To improve the system performance, decrease the server load and increase responsiveness of services, the platform using PasswordEye can request it to perform or not to perform certain checks, depending on the necessary security level and desired system resource consumption.
Image manipulation detection¶
PassportEye employs the most efficient image manipulation detection techniques that cover 99.5% of all artificially-crafted and digitally-manipulated images. The checks listed all notify the platform about possible document falsification.
- Verification of fonts used on the documents, using a database of known fonts used in identification documents worldwide, as well as optionally using an external neural network trained on distinguishing between different fonts.

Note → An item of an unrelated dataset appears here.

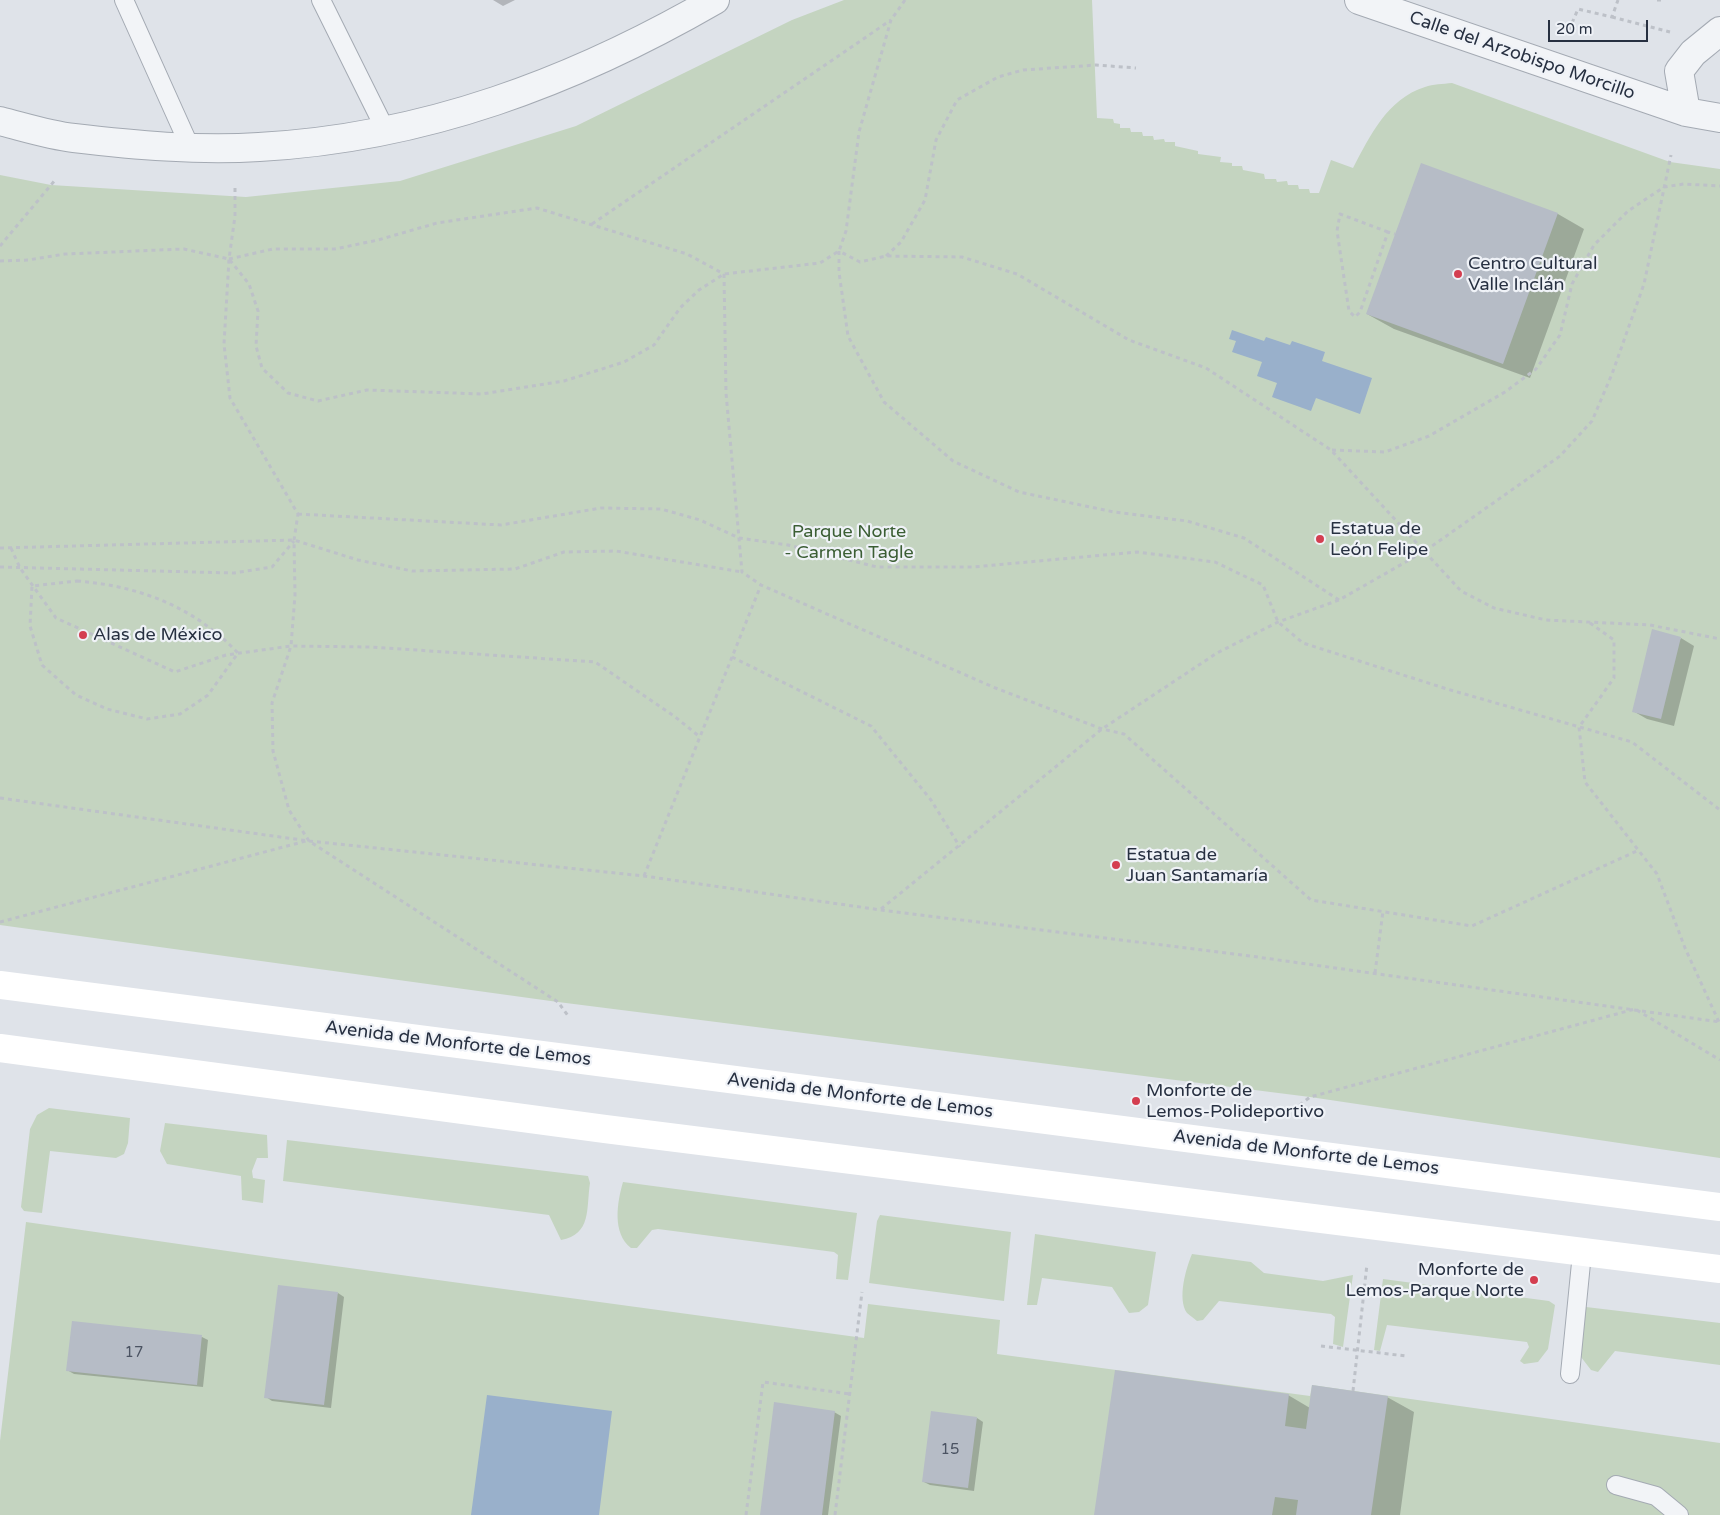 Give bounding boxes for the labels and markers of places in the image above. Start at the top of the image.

- Check for photo presence on the identification document. The check uses a neural network TODO: ask Christian to elaborate
- Check for possible digital manipulation in JPEG documents, employing Error Level Analysis. The ELA check detects whether the provided image has been edited by image manipulation programs, specifically, if regions of the image have changed considerably compared to other regions. The check is based on the fact that editing the image requires re-compressing the edited parts, thus changing the statistical distribution of compression artifacts. The Error Level Analysis check implementation uses convolutional neural networks to ensure robustness and reduce false negative rate, as opposed to more popular algorithms using geometrical and statistical features that tend to have high error margin in edge cases. Therefore, the PassportEye ELA check has a high weight in calculating the overall trust score.
Human factor verification¶
PassportEye is capable of detecting simplest ways to work around the document verification process, while remaining user-friendly and providing seamless integration with the platform using it. As the industry experience shows, it’s easy to check if the provided document conforms to specifications, but it’s harder to check if it conforms to reality.
PassportEye sanity-checks provided documents to notify about most common mistakes that are typically made by users, as well as check for workarounds which have been used to bypass most common document verification schemes. The checks included are:
- Verification that the image provided has an actual identification document, using a database of identification documents. As PassportEye is not supposed the, the validity score influence of this check is inversely proportional to the current size of PassportEye database.
- Verification against social media profiles, calculating profile validity score and accounting for it while calculating the overall trust score. Currently, PassportEye has Facebook, Google+, MySpace and Twitter integration.
- Verification of the document expiration date, comparing it to current date and asking the user to submit a valid document in case the provided document has expired.
- Sanity-checks for document issue/expiration date, notifying users about expired documents and not accepting them as valid. When the issue and expiration dates aren’t realistic, it notifies the platform about possible document falsification.
- Checks for file size, magic markers and resolution of provided file to prevent possible DoS attacks on PassportEye service. The scenarios covered by this check include submitting artificially-crafted images that consume operating memory of the system, submitting files that are designed to be interpreted as malicious code, as well as submitting files of unnecessarily high resolution.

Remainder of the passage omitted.